Authority trims CL&P planned increase

The state Public Utilities Regulatory Authority on Monday released a draft decision reducing by more than $100 million the increase in electric distribution rates originally sought by Connecticut Light & Power Co. for all classes of customers.

PURA’s draft ruling would allow the utility to add $130.2 million to its revenues, an increase that still prompted consumer advocates to issue warnings about resulting high electricity rates starting Jan. 1.

CL&P had proposed increasing the monthly service charge — the amount that most residential customers must pay regardless of consumption — from the current $16 to $25.50. The draft ruling would allow an increase in that fixed rate to $19.25 monthly.

Overall, an average residential customer using 700 kilowatts of electricity would see an increase of approximately $7.12 per month, PURA said.

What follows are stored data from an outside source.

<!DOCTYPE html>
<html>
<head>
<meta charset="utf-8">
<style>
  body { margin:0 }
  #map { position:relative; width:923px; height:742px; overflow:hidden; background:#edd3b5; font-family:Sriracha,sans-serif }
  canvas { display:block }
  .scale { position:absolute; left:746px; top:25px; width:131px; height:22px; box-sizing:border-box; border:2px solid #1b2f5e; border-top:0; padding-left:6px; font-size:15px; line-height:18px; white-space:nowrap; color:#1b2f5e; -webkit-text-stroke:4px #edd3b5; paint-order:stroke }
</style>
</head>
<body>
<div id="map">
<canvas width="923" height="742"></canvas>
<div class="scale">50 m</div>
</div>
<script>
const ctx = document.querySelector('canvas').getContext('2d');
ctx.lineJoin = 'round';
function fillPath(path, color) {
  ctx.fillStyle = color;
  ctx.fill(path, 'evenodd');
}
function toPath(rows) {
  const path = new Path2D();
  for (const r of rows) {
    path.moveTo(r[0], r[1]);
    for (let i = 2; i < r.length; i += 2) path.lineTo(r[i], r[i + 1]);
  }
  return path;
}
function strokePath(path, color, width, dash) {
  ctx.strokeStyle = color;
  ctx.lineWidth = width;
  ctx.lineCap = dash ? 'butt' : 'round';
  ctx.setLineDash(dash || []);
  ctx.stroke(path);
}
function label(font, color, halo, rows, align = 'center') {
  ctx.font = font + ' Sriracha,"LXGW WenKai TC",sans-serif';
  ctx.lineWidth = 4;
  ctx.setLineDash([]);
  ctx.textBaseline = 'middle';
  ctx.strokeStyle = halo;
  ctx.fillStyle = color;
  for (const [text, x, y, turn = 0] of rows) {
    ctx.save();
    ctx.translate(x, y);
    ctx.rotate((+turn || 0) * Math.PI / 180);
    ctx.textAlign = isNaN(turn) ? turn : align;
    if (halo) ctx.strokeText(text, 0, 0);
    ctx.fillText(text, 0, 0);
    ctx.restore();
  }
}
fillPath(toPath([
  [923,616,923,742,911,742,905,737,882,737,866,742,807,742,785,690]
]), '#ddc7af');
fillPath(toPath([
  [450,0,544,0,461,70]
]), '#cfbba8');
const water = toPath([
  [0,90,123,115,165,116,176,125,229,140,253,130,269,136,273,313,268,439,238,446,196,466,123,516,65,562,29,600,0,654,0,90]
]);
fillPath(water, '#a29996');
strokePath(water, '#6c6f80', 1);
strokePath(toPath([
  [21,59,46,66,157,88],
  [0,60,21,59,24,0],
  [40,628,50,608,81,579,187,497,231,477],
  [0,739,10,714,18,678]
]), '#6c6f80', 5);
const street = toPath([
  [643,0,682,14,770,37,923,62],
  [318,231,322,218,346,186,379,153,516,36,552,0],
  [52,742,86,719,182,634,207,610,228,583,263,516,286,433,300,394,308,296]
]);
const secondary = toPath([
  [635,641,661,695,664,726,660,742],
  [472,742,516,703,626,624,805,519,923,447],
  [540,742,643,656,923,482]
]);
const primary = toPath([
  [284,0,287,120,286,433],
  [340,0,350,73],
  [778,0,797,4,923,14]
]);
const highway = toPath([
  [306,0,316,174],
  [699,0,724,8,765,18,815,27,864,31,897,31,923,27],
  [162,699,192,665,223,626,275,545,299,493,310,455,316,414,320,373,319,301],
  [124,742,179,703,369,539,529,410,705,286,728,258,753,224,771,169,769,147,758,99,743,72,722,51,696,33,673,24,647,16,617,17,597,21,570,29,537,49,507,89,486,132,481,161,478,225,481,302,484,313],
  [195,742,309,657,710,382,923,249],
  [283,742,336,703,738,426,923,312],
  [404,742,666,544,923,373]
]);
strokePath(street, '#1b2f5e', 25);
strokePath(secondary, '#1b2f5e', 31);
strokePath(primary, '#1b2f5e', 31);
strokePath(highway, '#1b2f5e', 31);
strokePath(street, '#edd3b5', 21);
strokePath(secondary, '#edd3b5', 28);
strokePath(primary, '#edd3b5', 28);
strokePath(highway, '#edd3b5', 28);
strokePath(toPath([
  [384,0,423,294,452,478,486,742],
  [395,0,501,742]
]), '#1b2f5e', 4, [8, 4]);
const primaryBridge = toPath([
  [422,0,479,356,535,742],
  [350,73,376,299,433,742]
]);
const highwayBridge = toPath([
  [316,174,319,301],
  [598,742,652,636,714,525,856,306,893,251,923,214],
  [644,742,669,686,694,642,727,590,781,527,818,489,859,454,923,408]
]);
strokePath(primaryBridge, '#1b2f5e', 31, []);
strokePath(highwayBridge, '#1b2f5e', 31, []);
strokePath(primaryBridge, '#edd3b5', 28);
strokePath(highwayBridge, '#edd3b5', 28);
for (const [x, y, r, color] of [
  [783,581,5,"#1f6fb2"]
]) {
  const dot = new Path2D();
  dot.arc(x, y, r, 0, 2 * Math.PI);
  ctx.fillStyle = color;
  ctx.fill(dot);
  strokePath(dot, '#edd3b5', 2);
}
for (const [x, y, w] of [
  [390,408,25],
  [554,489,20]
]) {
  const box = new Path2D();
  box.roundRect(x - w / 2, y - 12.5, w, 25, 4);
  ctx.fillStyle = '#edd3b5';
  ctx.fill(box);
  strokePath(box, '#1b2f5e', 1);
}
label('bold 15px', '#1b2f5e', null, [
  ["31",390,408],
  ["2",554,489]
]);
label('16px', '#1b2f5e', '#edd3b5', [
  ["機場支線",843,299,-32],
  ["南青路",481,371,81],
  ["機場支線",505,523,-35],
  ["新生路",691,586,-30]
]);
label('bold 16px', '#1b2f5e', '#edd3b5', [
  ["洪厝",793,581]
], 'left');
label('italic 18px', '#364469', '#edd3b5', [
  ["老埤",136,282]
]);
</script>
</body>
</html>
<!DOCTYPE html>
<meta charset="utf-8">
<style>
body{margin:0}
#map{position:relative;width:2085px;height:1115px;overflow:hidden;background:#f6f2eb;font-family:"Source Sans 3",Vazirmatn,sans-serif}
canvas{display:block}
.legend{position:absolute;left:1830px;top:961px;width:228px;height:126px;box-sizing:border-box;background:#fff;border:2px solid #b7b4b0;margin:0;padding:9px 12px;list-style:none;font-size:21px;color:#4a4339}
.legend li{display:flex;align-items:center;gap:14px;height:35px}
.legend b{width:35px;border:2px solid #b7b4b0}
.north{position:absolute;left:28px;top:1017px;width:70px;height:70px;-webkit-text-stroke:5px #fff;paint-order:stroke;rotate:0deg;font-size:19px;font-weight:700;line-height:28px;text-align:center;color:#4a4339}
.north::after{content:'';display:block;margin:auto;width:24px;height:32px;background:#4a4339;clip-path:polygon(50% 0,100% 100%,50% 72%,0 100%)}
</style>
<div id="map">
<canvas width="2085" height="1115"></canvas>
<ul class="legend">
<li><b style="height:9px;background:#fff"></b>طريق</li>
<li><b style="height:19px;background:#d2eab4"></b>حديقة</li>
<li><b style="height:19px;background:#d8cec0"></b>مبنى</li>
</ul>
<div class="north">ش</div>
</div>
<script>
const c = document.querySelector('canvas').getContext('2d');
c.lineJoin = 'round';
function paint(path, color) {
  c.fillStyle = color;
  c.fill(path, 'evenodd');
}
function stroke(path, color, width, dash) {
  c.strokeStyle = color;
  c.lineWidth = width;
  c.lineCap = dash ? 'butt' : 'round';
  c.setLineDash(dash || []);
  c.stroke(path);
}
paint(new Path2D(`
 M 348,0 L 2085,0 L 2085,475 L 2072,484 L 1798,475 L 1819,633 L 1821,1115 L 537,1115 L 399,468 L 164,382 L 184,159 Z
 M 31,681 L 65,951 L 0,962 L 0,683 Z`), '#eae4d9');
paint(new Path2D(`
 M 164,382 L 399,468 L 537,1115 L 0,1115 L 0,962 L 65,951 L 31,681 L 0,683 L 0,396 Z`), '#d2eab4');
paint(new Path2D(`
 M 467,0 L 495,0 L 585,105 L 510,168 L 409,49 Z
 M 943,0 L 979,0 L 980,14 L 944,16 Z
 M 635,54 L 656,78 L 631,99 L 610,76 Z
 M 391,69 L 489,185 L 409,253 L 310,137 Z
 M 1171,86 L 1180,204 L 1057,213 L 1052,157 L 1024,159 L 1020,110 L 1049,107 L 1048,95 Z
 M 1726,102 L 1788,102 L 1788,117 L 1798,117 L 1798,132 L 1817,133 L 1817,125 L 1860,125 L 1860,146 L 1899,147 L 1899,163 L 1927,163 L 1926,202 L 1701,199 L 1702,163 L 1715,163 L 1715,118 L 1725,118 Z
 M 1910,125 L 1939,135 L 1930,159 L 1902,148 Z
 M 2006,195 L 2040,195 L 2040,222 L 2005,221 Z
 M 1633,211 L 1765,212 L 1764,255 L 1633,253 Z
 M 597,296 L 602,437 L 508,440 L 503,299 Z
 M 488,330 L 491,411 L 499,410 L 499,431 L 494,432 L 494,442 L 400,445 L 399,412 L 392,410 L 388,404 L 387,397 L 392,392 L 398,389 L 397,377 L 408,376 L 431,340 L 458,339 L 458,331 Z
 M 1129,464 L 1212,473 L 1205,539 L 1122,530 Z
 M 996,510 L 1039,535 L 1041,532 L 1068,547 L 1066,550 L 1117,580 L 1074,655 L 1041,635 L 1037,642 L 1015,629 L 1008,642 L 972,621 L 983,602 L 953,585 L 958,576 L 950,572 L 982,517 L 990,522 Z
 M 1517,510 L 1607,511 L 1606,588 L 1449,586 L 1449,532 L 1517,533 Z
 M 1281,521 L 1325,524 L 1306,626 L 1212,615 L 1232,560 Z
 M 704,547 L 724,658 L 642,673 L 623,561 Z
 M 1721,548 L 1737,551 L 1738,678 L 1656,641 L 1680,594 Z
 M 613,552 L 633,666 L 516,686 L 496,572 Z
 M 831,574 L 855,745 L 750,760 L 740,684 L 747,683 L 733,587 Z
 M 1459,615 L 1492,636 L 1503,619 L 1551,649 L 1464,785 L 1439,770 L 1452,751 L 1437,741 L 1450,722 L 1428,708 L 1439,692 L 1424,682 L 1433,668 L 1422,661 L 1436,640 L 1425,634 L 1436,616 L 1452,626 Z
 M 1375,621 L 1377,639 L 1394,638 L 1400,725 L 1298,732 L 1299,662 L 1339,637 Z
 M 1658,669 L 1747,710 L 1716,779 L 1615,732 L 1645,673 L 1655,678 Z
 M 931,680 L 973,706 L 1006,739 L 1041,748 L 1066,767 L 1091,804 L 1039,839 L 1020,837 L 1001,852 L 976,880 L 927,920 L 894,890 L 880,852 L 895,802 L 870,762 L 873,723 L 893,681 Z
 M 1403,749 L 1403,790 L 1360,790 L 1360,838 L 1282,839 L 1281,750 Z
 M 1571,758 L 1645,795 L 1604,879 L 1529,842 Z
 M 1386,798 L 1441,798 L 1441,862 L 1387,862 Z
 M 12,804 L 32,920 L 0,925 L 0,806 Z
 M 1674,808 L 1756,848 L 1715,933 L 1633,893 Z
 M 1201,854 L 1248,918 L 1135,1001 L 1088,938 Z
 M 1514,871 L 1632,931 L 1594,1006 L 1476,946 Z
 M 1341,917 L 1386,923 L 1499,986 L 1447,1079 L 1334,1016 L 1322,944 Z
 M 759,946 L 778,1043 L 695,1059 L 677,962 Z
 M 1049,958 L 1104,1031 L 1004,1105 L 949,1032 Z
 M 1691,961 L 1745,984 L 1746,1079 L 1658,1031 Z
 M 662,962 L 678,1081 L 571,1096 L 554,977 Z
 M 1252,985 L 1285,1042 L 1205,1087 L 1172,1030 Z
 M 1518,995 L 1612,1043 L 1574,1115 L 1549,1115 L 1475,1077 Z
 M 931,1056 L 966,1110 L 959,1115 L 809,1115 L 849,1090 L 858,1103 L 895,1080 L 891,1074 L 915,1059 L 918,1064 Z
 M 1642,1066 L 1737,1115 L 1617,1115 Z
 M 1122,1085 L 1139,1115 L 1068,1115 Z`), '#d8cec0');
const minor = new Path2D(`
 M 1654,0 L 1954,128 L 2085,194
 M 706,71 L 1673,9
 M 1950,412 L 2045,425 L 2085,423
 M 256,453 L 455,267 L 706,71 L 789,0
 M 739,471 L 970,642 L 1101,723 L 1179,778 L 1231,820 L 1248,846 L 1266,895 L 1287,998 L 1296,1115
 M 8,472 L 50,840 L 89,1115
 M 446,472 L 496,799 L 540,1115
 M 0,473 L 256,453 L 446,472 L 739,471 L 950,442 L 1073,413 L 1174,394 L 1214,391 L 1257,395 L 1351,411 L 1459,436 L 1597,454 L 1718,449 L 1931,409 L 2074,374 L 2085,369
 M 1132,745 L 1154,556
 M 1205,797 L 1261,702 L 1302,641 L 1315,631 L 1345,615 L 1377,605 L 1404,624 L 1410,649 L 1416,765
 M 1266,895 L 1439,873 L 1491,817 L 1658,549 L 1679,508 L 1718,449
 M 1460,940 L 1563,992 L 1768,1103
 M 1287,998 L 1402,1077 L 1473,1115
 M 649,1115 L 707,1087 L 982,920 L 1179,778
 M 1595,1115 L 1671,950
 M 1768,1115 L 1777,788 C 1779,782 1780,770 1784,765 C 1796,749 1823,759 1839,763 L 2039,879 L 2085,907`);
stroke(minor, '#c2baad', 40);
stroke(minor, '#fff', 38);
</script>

Parties to the PURA proceedings will now have the opportunity to file comments or make oral arguments on the draft decision, PURA said.

In response to the announcement, Attorney General George Jepsen said he was pleased with the draft reducing the company’s request to a more “reasonable level in line with other utilities” in the state. He said his office is still reviewing the decision.

Jepsen said, however, he is concerned that the increase to the residential customer service charge, though less than CL&P requested, will disproportionately affect low-income customers.

“I believe it should be held flat,” he said in a news release. “All CL&P customers will still experience a significant increase in their rates as a result of this decision, and I anticipate filing additional comments with PURA prior to its final decision later this month, as I believe these further reductions, and possibly additional reductions, are appropriate.”

CL&P’s June 9 application for a rate increase proposed additional revenue for the utility of $231.6 million and a 10.2 percent return on equity, which is a measure of the profit a company has generated with the money invested by shareholders.

On Sept. 22, the request was revised to $221.1 million and reduced the requested return on equity to 9.17 percent.

PURA’s ruling allowing $130.2 million included some previously approved costs associated with 2011 and 2012 major storms. The base allowed return on equity was further decreased to 9.02 percent for a one-year period to reflect a penalty for CL&P’s performance in preparing for and restoring service from Tropical Storm Irene in 2011 and the major snowstorm that occurred in October 2011, PURA said in a news release.

The CT Roundtable on Climate and Jobs, a coalition of labor, environmental and religious groups, was critical of the draft decision. State Sen. Martin Looney (D-11th District), Consumer Counsel Elin Katz, AARP Advocacy Director John Erlingheuser and Connecticut Consumer Action Group Executive Director Tom Swan will hold a press conference at 1 p.m. today at the state Capitol to warn customers about high electricity rates this winter.

They will advise consumers to budget for higher bills, take steps to conserve energy, and to use caution when shopping for better prices from electric suppliers, the consumer council said in a news release.

Both CL&P and United Illuminating, the state’s two major electric utilities, had announced sharp increases in electric prices for Jan. 1.

The PURA ruling states that the revenue levels approved are just and reasonable, and should provide CL&P sufficient funds to engage in significant capital improvements to upgrade its distribution system and continue to modernize its systems, processes and workforce. Monday’s draft decision also states that the approved level of revenues will provide CL&P with sufficient revenue to maintain and operate an electric distribution system and provide a safe, adequate and reliable service to its 1.2 million Connecticut customers, while allowing a reasonable profit.

The draft ruling approves a $253 million capital spending budget, finding that this level of spending is necessary for safety, reliability and maintenance. The ruling also includes system resiliency spending, which is expected to reduce the severity and frequency of outages to customers in future weather-related events, and authorizes the initiation of new resiliency programs, subject to PURA review and approval of spending levels.

Other major changes to revenue increases that CL&P had requested include reductions in cash working capital, depreciation expenses, and operations and maintenance expenses.

Written comments on the draft decision should be sent to PURA by 4 p.m. Dec. 8. Oral arguments will be heard at 9 a.m. Dec. 12 at the authority’s offices at 10 Franklin Square, New Britain, and the matter is set for a final vote before PURA’s commissioners on Dec. 17.